Supplied records

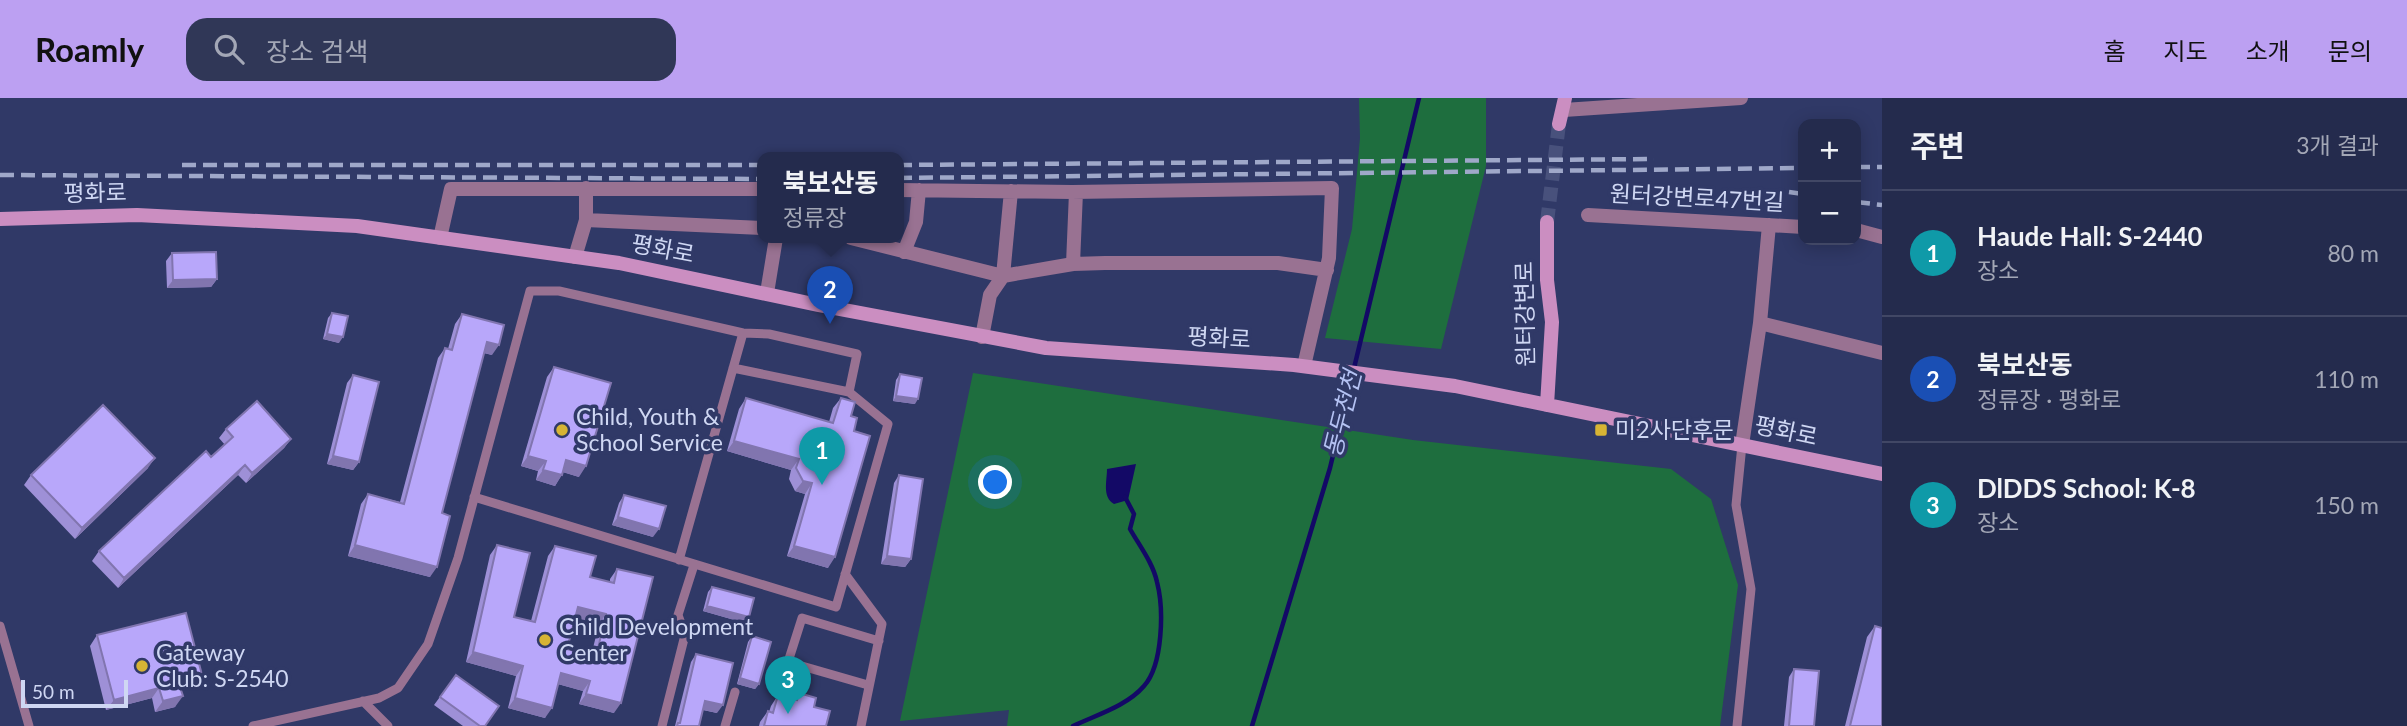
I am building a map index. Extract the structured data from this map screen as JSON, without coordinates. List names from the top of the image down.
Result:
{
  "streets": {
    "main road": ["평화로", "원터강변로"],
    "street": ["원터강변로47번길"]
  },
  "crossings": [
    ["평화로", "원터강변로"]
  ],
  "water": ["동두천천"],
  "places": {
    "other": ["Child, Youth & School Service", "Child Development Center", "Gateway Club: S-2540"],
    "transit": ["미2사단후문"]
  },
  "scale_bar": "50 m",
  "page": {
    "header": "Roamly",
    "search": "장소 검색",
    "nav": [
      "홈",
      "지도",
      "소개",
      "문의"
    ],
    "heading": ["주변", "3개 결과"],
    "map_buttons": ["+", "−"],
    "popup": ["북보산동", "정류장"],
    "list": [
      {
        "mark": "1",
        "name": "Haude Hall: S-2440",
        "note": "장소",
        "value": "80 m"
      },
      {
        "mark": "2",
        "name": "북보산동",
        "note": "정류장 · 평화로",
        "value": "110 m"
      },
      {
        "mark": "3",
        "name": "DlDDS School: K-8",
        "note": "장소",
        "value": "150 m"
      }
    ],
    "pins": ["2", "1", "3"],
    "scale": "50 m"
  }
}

To do
Repeat everything in the entries above word for word, excluding the images.

Response
I am building a map index. Extract the structured data from this map screen as JSON, without coordinates. List names from the top of the image down.
Result:
{
  "streets": {
    "main road": ["평화로", "원터강변로"],
    "street": ["원터강변로47번길"]
  },
  "crossings": [
    ["평화로", "원터강변로"]
  ],
  "water": ["동두천천"],
  "places": {
    "other": ["Child, Youth & School Service", "Child Development Center", "Gateway Club: S-2540"],
    "transit": ["미2사단후문"]
  },
  "scale_bar": "50 m",
  "page": {
    "header": "Roamly",
    "search": "장소 검색",
    "nav": [
      "홈",
      "지도",
      "소개",
      "문의"
    ],
    "heading": ["주변", "3개 결과"],
    "map_buttons": ["+", "−"],
    "popup": ["북보산동", "정류장"],
    "list": [
      {
        "mark": "1",
        "name": "Haude Hall: S-2440",
        "note": "장소",
        "value": "80 m"
      },
      {
        "mark": "2",
        "name": "북보산동",
        "note": "정류장 · 평화로",
        "value": "110 m"
      },
      {
        "mark": "3",
        "name": "DlDDS School: K-8",
        "note": "장소",
        "value": "150 m"
      }
    ],
    "pins": ["2", "1", "3"],
    "scale": "50 m"
  }
}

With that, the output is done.